=== Exercise inputs ===
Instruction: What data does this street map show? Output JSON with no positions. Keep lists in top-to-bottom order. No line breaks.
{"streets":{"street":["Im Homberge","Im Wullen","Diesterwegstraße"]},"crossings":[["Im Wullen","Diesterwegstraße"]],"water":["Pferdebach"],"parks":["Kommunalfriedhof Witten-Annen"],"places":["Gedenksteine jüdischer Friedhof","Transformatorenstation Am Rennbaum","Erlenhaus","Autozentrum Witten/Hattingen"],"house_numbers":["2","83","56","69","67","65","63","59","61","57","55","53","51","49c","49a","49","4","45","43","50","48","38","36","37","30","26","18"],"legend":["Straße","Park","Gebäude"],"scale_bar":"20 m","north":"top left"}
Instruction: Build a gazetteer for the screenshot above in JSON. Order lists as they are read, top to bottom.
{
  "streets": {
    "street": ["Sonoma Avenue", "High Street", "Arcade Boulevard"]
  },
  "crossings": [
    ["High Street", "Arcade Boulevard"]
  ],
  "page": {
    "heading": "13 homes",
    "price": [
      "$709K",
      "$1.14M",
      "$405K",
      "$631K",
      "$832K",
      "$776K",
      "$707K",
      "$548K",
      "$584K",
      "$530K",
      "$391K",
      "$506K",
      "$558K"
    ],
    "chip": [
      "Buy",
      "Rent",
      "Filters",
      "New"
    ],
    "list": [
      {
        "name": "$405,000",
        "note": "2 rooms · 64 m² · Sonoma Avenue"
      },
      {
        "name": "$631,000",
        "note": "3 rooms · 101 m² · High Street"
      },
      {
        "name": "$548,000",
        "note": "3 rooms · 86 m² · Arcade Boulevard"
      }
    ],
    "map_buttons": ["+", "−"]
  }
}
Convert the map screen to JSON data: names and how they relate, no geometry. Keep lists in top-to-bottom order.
===
■ Required work ■
The records above need to be output again, verbatim.

■ Output ■
Instruction: What data does this street map show? Output JSON with no positions. Keep lists in top-to-bottom order. No line breaks.
{"streets":{"street":["Im Homberge","Im Wullen","Diesterwegstraße"]},"crossings":[["Im Wullen","Diesterwegstraße"]],"water":["Pferdebach"],"parks":["Kommunalfriedhof Witten-Annen"],"places":["Gedenksteine jüdischer Friedhof","Transformatorenstation Am Rennbaum","Erlenhaus","Autozentrum Witten/Hattingen"],"house_numbers":["2","83","56","69","67","65","63","59","61","57","55","53","51","49c","49a","49","4","45","43","50","48","38","36","37","30","26","18"],"legend":["Straße","Park","Gebäude"],"scale_bar":"20 m","north":"top left"}
Instruction: Build a gazetteer for the screenshot above in JSON. Order lists as they are read, top to bottom.
{
  "streets": {
    "street": ["Sonoma Avenue", "High Street", "Arcade Boulevard"]
  },
  "crossings": [
    ["High Street", "Arcade Boulevard"]
  ],
  "page": {
    "heading": "13 homes",
    "price": [
      "$709K",
      "$1.14M",
      "$405K",
      "$631K",
      "$832K",
      "$776K",
      "$707K",
      "$548K",
      "$584K",
      "$530K",
      "$391K",
      "$506K",
      "$558K"
    ],
    "chip": [
      "Buy",
      "Rent",
      "Filters",
      "New"
    ],
    "list": [
      {
        "name": "$405,000",
        "note": "2 rooms · 64 m² · Sonoma Avenue"
      },
      {
        "name": "$631,000",
        "note": "3 rooms · 101 m² · High Street"
      },
      {
        "name": "$548,000",
        "note": "3 rooms · 86 m² · Arcade Boulevard"
      }
    ],
    "map_buttons": ["+", "−"]
  }
}
Convert the map screen to JSON data: names and how they relate, no geometry. Keep lists in top-to-bottom order.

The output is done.